The overall in-hospital mortality was 5.3% and was significantly higher in the high-risk group (1.2% vs. 3.3% vs. 13.0%, p < 0.001). The optimal cut-off of the TIMI risk score and MELD-XI for in-hospital death was 7 and 13, respectively. MELD-XI was associated with in-hospital (adjusted odds ratio = 1.09, 95% CI = 1.04-1.14, p = 0.001) and one-year (adjusted hazard ratio = 1.05, 95% CI = 1.01-1.08, p = 0.005) mortality independently of the TIMI risk score. Combining TIMI risk score and MELD-XI exhibited better predictive power for in-hospital death than TIMI risk score (area under the curve [AUC] = 0.810 vs. 0.753, p = 0.008) or MELD-XI alone (AUC = 0.810 vs. 0.750, p = 0.018). Patients with TIMI risk score ≥ 7 and MELD-XI ≥ 13 had the worst prognosis.
MELD-XI could be considered as a risk-stratified tool for elderly patients with STEMI undergoing PCI. It had an additive prognostic value to TIMI risk score.
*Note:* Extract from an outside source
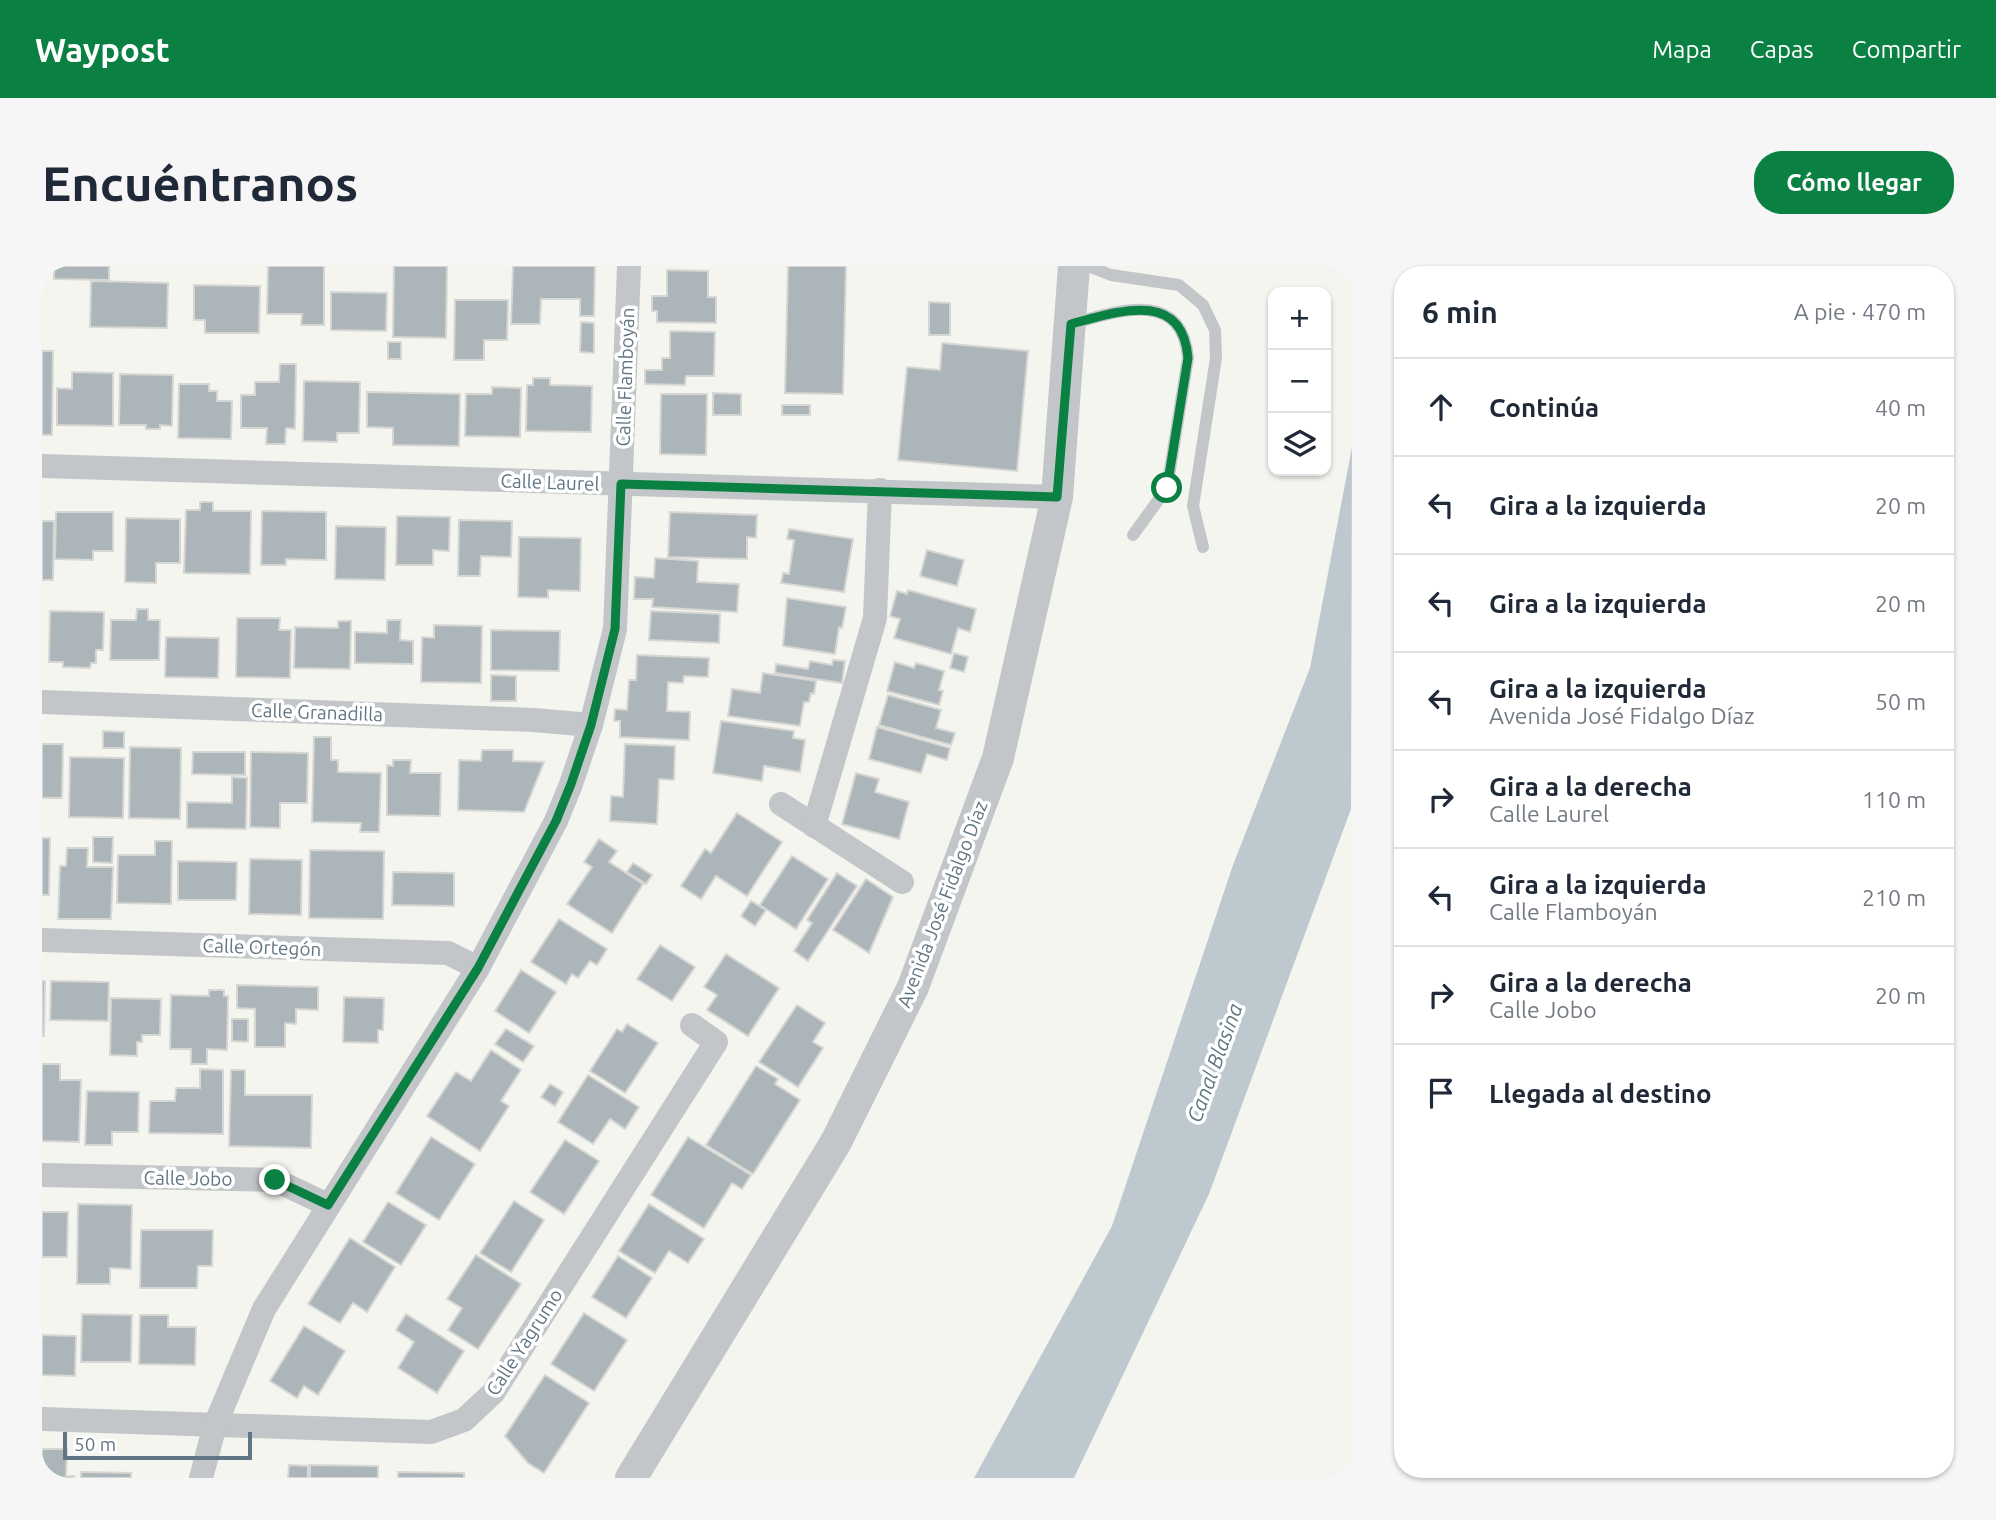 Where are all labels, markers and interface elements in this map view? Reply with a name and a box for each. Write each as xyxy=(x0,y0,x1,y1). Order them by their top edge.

模型用于终末期肝病排除国际标准化比值(MELD-XI)是一种简单的风险评估评分。然而,MELD-XI 的预后作用及其在接受经皮冠状动脉介入治疗(PCI)的老年 ST 段抬高型心肌梗死(STEMI)患者中的附加价值尚不确定。
共连续纳入 1029 例接受 PCI 的老年 STEMI 患者,并根据 TIMI 风险评分将其分为三组:低危组(≤3,n=251);中危组(4-6,n=509);高危组(≥7,n=269)。采用多变量分析确定不良事件的危险因素。
住院总死亡率为 5.3%,高危组明显较高(1.2%比 3.3%比 13.0%,p<0.001)。TIMI 风险评分和 MELD-XI 预测住院死亡的最佳截断值分别为 7 和 13。MELD-XI 与住院期间(校正优势比=1.09,95%可信区间=1.04-1.14,p=0.001)和一年(校正危险比=1.05,95%可信区间=1.01-1.08,p=0.005)死亡率独立相关,而与 TIMI 风险评分无关。TIMI 风险评分和 MELD-XI 联合应用较 TIMI 风险评分(曲线下面积[AUC]=0.810 比 0.753,p=0.008)或 MELD-XI 单独应用(AUC=0.810 比 0.750,p=0.018)具有更好的预测住院死亡的能力。TIMI 风险评分≥7 且 MELD-XI≥13 的患者预后最差。
MELD-XI 可作为接受 PCI 的老年 STEMI 患者的风险分层工具。它对 TIMI 风险评分具有附加的预后价值。